■ WHAT IS NEEDED
Find and copy each line in the material below where the string "bounding" occurs.

BEGIN TASK INPUTS

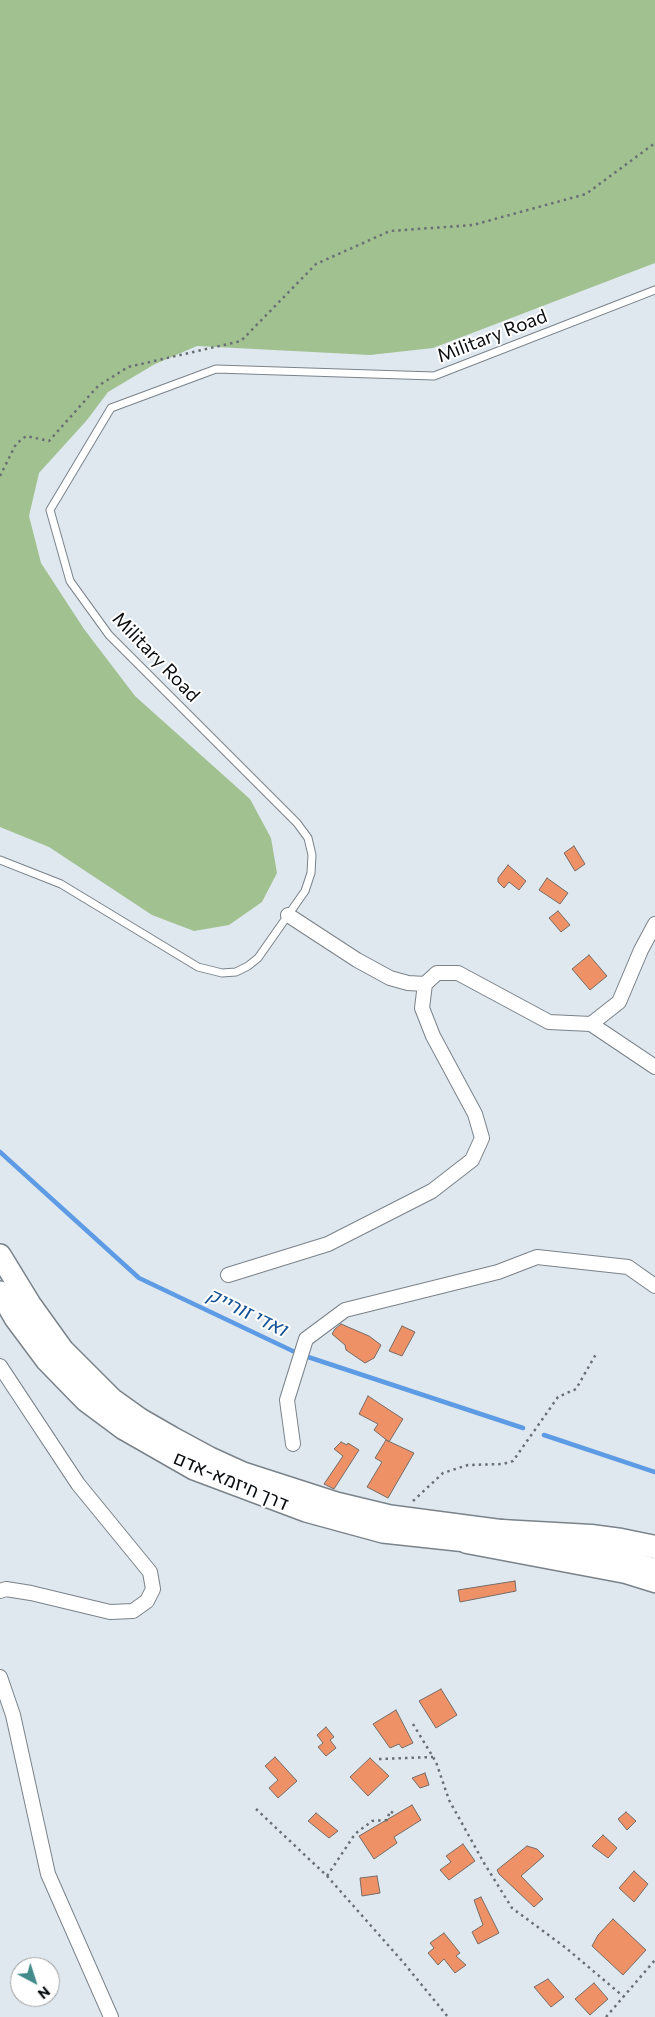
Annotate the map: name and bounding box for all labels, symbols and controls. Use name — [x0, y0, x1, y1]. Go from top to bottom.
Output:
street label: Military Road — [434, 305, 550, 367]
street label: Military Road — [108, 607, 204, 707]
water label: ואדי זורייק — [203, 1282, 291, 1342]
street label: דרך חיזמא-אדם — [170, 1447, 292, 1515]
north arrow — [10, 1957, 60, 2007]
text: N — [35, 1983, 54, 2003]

END TASK INPUTS
BEGIN TASK INPUTS

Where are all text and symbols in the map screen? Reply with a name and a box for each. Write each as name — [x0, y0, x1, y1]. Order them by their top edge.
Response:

END TASK INPUTS
BEGIN TASK INPUTS

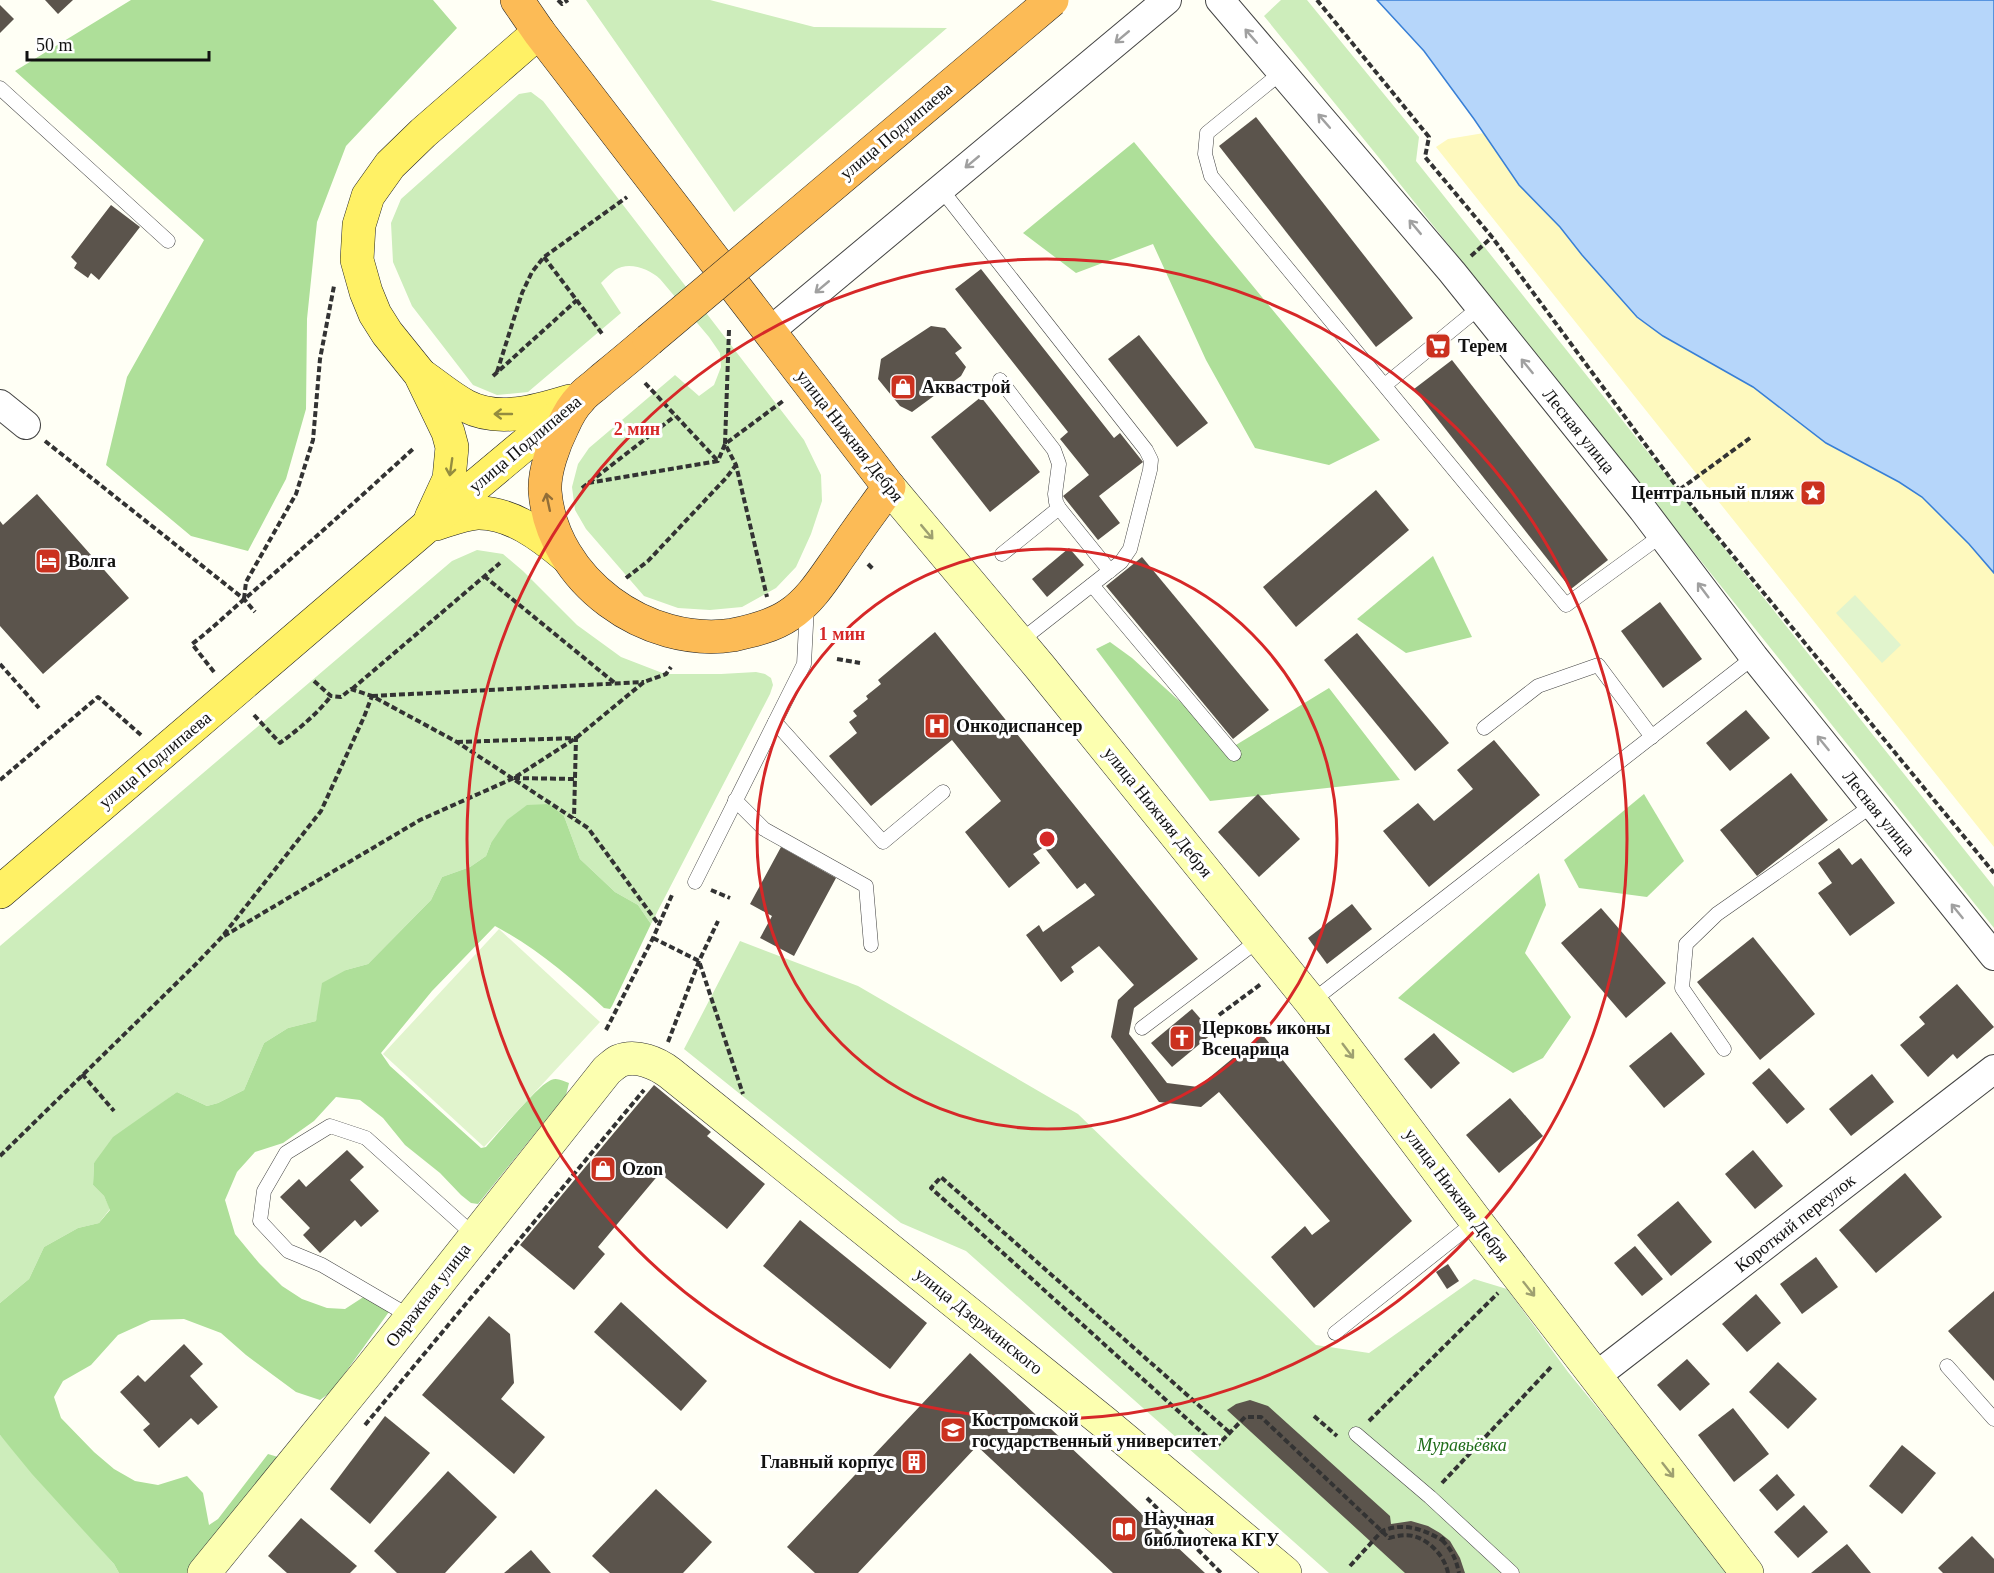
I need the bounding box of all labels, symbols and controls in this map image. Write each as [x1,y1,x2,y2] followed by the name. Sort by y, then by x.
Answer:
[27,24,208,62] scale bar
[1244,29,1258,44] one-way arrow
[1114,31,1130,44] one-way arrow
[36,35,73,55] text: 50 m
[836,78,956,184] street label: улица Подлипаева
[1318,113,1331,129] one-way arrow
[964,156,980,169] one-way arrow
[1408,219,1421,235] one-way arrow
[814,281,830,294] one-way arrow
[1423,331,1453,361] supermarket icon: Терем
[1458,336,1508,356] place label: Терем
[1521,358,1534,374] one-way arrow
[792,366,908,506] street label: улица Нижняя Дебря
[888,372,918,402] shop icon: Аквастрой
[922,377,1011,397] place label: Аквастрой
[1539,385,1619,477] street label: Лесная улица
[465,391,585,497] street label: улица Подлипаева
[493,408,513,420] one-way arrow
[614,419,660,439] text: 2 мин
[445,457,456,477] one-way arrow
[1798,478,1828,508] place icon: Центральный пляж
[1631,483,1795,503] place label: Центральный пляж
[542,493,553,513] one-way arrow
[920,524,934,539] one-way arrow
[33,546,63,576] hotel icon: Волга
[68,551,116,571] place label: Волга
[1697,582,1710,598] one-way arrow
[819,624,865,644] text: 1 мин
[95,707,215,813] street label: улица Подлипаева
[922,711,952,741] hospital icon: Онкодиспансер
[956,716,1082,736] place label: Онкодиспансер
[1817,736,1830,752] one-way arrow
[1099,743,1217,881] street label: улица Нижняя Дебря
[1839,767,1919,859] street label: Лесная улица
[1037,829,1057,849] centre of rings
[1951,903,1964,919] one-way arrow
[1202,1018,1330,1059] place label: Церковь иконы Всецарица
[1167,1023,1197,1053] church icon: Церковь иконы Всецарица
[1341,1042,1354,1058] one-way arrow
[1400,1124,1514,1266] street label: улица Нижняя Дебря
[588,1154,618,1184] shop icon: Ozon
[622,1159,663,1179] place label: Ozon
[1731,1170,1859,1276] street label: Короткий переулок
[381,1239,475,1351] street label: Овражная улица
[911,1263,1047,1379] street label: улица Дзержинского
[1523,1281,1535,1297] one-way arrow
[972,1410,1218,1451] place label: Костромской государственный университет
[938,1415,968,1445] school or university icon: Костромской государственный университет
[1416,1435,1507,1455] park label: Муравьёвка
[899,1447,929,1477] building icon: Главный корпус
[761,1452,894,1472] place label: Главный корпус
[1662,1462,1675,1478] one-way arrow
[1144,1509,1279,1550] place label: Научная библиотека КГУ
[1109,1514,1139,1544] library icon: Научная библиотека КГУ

END TASK INPUTS

■ EXERCISE RESPONSE
Annotate the map: name and bounding box for all labels, symbols and controls. Use name — [x0, y0, x1, y1]. Go from top to bottom.
I need the bounding box of all labels, symbols and controls in this map image. Write each as [x1,y1,x2,y2] followed by the name. Sort by y, then by x.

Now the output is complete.